Pardeep Grewal, consultant psychiatrist, Barnet, Enfield and Haringey Mental Health NHS Trust

The inverse care law is one we should all know about.  It was devised in 1971 by Dr Julian Tudor Hart in a paper for The Lancet.  He describes the perverse relationship between the need for health care and its actual utilisation.  Put simply, those who most need treatment are least likely to receive it.  Conversely, those with least need of health care tend to use services more (and more effectively).  It remains one of the reasons why people with mental health problems struggle to access physical healthcare. I’ve seen countess examples as a psychiatrist: an autistic man in his 40s unable to access cardiology because of his health anxiety symptoms; a suicidal woman with personality disorder languishing in the emergency department; a psychotic teenager too disorganised to collect his diabetes medication.

These days I lead a busy substance misuse service in London. I am proud of the easy and fair access to treatment we provide. But what about access to services around us? Many of my patients find this challenging, especially if depressed or psychotic.
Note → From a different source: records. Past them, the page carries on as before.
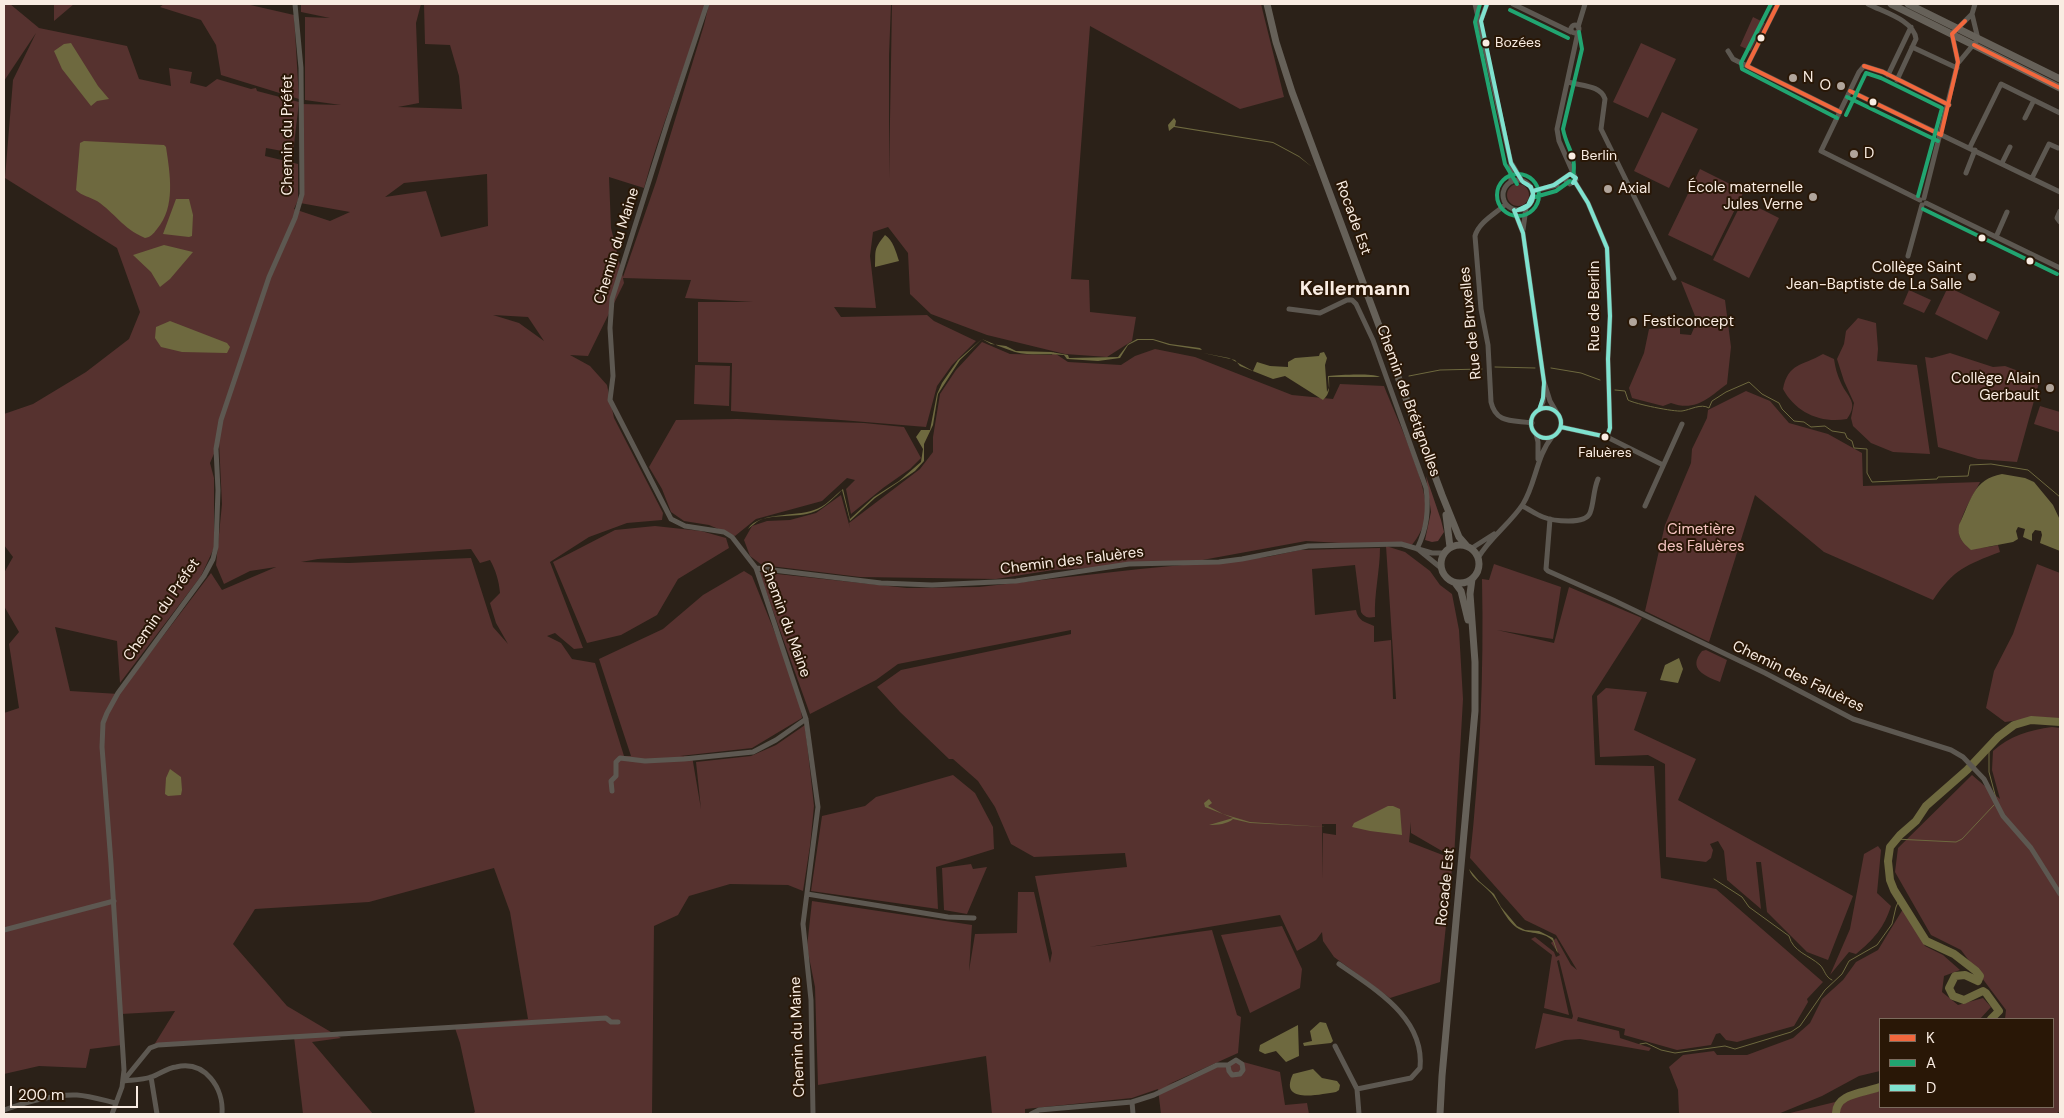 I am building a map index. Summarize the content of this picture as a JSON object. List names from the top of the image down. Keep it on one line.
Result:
{"streets":{"main road":["Rocade Est"],"street":["Chemin du Préfet","Chemin du Maine","Rue de Berlin","Rue de Bruxelles","Chemin de Brétignolles","Chemin des Faluères"]},"crossings":[["Rocade Est","Chemin des Faluères"],["Chemin du Maine","Chemin des Faluères"],["Chemin de Brétignolles","Chemin des Faluères"]],"districts":["Kellermann"],"parks":["Cimetière des Faluères"],"places":["Bozées","N","O","D","Berlin","Axial","École maternelle Jules Verne","Collège Saint Jean-Baptiste de La Salle","Festiconcept","Collège Alain Gerbault","Faluères"],"lines":["transit line K","transit line A","transit line D"],"legend":["K","A","D"],"scale_bar":"200 m"} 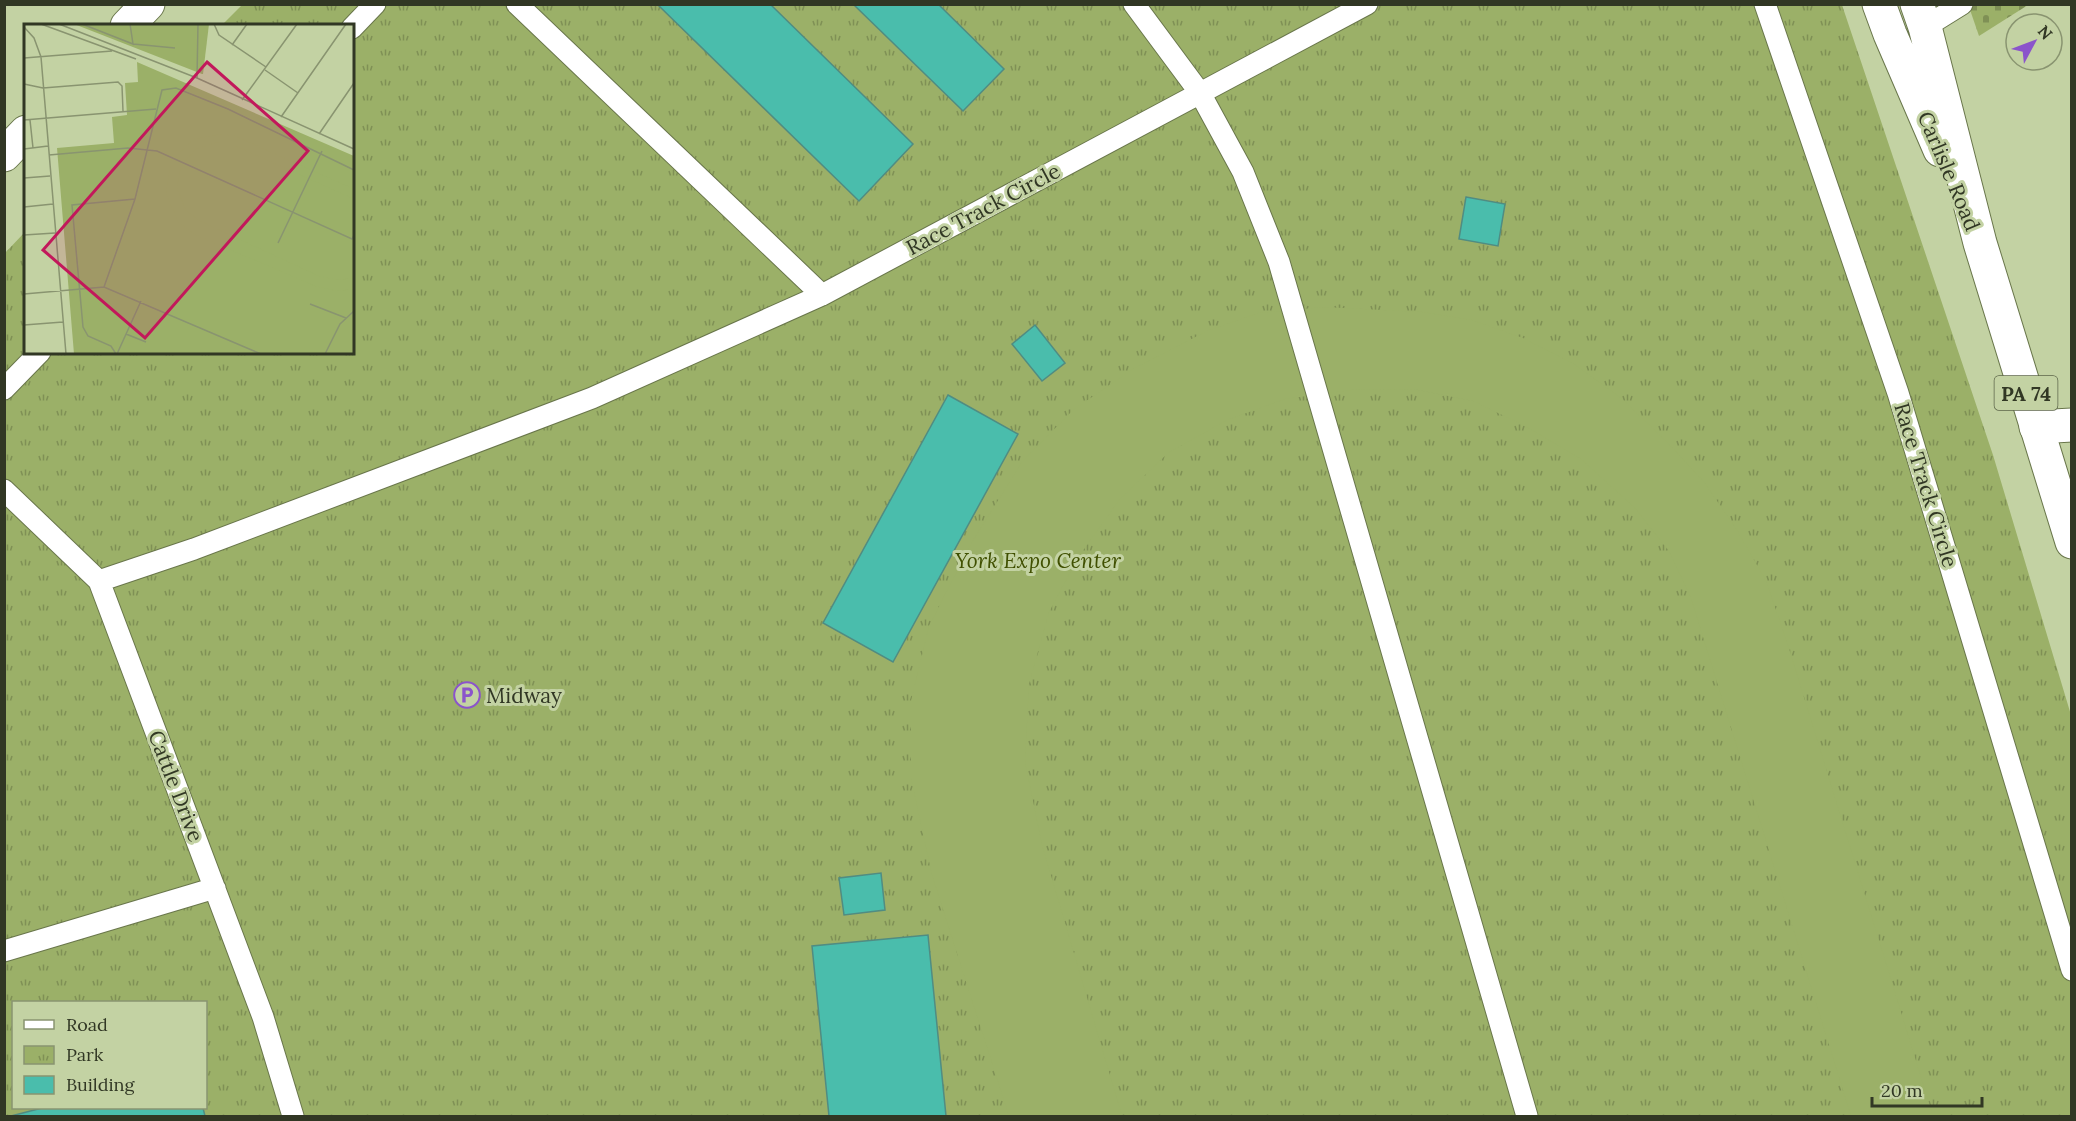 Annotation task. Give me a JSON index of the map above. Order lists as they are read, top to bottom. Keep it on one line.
{"streets":{"main road":["Carlisle Road","PA 74"],"lane":["Race Track Circle","Cattle Drive"]},"crossings":[["Carlisle Road","PA 74"],["Race Track Circle","Cattle Drive"]],"parks":["York Expo Center"],"places":{"parking":["Midway"]},"legend":["Road","Park","Building"],"scale_bar":"20 m","north":"top right"} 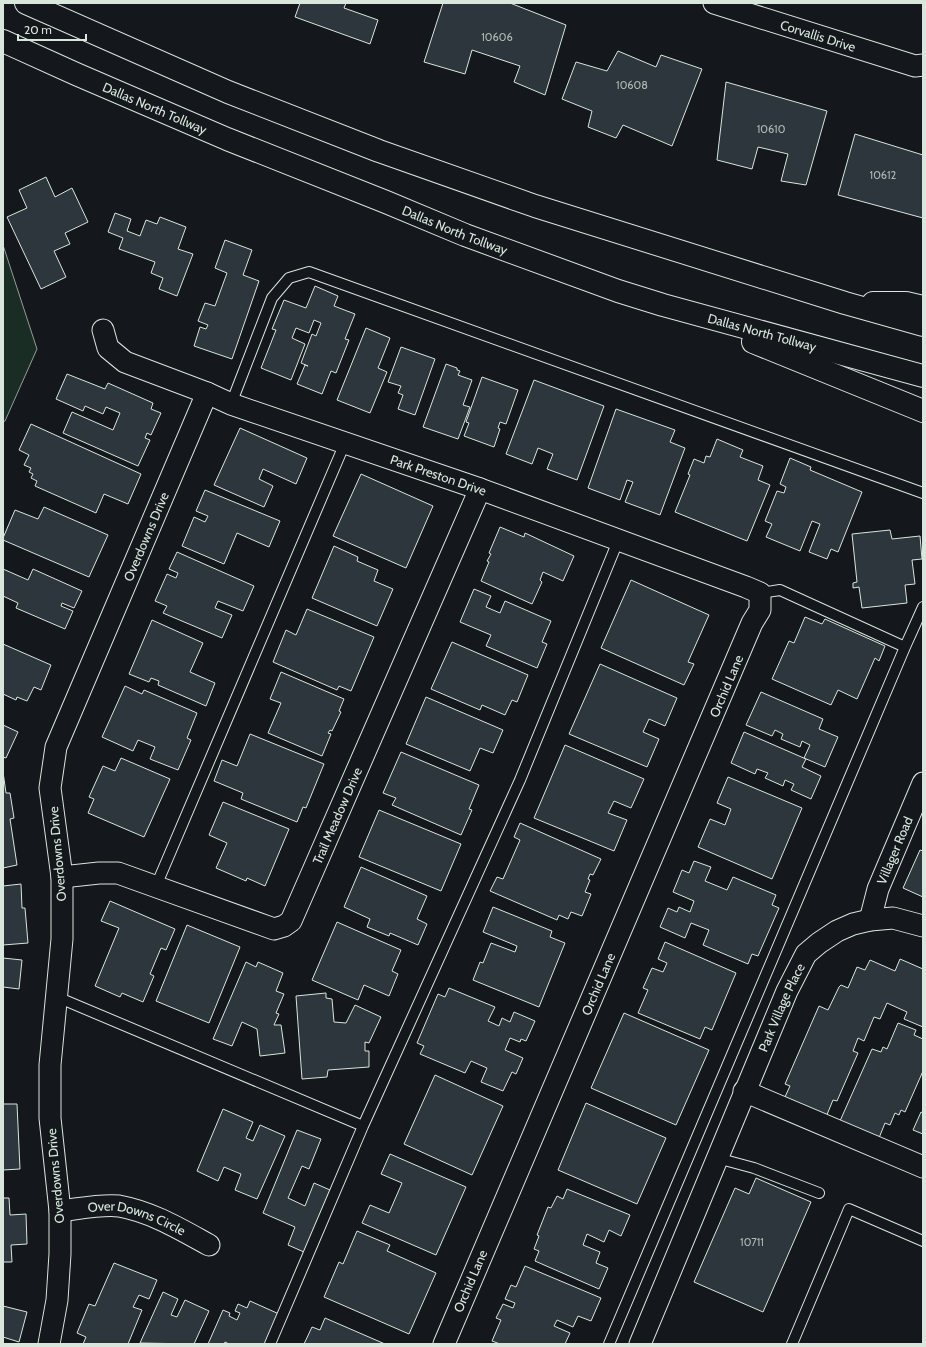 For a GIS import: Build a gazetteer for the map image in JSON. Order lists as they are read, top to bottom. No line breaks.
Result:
{"streets":{"highway":["Dallas North Tollway"],"street":["Corvallis Drive","Park Preston Drive","Overdowns Drive","Orchid Lane","Trail Meadow Drive","Villager Road","Park Village Place","Over Downs Circle"]},"crossings":[["Park Preston Drive","Overdowns Drive"],["Park Preston Drive","Orchid Lane"],["Park Preston Drive","Trail Meadow Drive"],["Overdowns Drive","Trail Meadow Drive"],["Overdowns Drive","Over Downs Circle"],["Villager Road","Park Village Place"]],"house_numbers":["10606","10608","10610","10612","10711"],"scale_bar":"20 m"}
The best example I can find is access to treatment for hepatitis C.  Around 32% of our patients are positive but only 5% access treatment.  The new generation of antiviral medications are lost on them.  Reasons for poor uptake are, of course, complex.   Poor venous access in people who inject drugs often makes phlebotomy a painful failure. It is difficult for patients to navigate a system that requires GP referral.  The transient or chaotic nature of some patients’ lives means keeping appointments is challenging; even when received, those brown envelopes are rarely opened.

Last year I came across an Italian man in his 30s who suffers from PTSD and was using heroin.  He was positive for hepatitis B and C.  He looked physically unwell, with early signs of liver cirrhosis. Language was a barrier and he was not ‘in-the-know’ enough to navigate a GP referral to hepatology. Mental illness made him disorganised and unreliable.  My frustration with his situation energised us to seek a partnership approach with direct access to treatment.  With an equally forward-thinking hepatology service we developed an ‘in-house’ treatment service for people with hepatitis C.

Now, every patient is routinely screened via dry blood spot testing.  The hepatology clinic sees the positive cases, takes ‘wet’ blood with expertise, completes fibroscans and begins treatment. RMNs and RGNs work together around a unified aim of eradicating hepatitis C. Patients are not sent letters; they are sent text messages instead.  GPs do not need to be involved, medications are dispensed on-site and patients are cured.  Society benefits. Suddenly, those previously least able to access healthcare can do just that.

In the original Lancet paper Dr Hart argues the inverse care law operates more completely where medical care is most exposed to market forces, and less so where such exposure is reduced.  Almost half a century later I can see the NHS internal market doing just this, and across many disciplines. In 2006 Dr Hart was awarded the inaugural Discovery Prize by the Royal College of General Practitioners as someone who “has captured the imagination of generations of GPs.” In my opinion it is not only GPs’ imaginations that should be captured, but all of us working in healthcare.